The U.S. said it plans to start military drills in Eastern Europe in support of the West-leaning government in Ukraine, which is fighting opponents in the east of the country after it overthrew pro-Russian leaders in March.
In China, HSBC/Markit's Purchasing Managers' index of the manufacturing sector rose to 48.3 in April from 48.0, holding defiantly in the below-50 territory which signals a contraction.
Corresponding data from Markit for the eurozone in April came in slightly ahead of expectations at 53.3, up from 53.0 the month before.
Bank of England minutes showed policy makers at the last meeting were united in their decision to leave rates at 0.50%.

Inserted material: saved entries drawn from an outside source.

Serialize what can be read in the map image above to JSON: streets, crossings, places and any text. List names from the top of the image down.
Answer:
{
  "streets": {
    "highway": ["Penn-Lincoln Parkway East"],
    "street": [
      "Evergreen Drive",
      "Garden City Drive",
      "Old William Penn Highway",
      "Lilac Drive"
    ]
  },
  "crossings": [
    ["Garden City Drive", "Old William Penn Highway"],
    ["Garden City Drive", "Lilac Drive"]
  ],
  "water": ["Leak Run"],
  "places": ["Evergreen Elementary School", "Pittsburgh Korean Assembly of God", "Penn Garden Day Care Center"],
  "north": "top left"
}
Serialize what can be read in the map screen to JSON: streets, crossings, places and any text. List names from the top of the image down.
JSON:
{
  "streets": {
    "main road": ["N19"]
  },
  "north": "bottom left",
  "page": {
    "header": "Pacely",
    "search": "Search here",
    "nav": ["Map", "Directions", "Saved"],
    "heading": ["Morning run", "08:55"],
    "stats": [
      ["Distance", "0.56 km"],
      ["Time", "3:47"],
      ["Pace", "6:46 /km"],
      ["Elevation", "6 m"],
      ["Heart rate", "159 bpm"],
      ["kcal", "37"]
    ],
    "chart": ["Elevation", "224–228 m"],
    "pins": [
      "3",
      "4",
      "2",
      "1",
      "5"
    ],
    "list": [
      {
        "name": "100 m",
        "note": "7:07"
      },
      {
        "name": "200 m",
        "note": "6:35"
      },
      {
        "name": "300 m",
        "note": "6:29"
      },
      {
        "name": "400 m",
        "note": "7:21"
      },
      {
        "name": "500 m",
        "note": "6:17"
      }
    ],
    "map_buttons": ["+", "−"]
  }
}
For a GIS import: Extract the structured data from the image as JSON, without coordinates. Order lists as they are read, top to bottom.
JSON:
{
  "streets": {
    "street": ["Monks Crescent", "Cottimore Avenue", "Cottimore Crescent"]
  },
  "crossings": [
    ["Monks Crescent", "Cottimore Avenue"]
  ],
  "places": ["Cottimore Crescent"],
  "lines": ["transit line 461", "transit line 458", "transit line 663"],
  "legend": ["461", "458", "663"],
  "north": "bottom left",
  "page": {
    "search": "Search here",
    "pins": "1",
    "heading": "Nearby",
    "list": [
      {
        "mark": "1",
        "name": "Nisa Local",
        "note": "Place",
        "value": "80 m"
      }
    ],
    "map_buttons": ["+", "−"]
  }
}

In London, the FTSE was down marginally at 6,679.11. In Frankfurt, the DAX slid 0.23% to9,578.48 and in Paris, the CAC 40 ceded 0.35% to stand at 4,468.48 by late morning.
In London, Associated British Foods soared after posting first-half results that beat estimates. Pretax profit rose 4% to 468 million pounds, despite a 2% decline in revenue to 6.2 billion pounds as sugar sales tumbled. The biggest part of ABF's business is its Primark discount clothing chain, where sales rose 14% and profit climbed 26%. ABF plans to open Primark stores in northeast of the U.S., starting with a store in the center of Boston.
In Paris, Publicis Groupe slid after a Financial Times interview with the CEO of Omnicom Group (OMC - Get Report) stoked concern the advertising giants won't be able to close their planned merger because several European tax authorities, as well as Chinese antitrust regulators, have yet to sign off on the July agreement.
In Stockholm, Telefonaktiebolaget LM Ericsson's (ERIC - Get Report) shares were down more than 4% after the wireless equipment maker posted a 9% first-quarter sales decline to 47.5 billion Swedish kronor ($7.2 billion), mainly because of a slump in North America. But profit rose 41% to Skr1.7 billion as the company chased higher margin business.
Swedish truckmaker Scania fell more than 4% to a two-month low after a shareholder said majority owner Volkswagen's 6.7 billion euros ($9.3 billion) buyout offer for the outstanding shares was too low. An independent Scania committee assessing the bid earlier delivered the same verdict, while VW has refused to lift its offer.
In Tokyo the Nikkei closed up almost 1.1% at 14,546.27.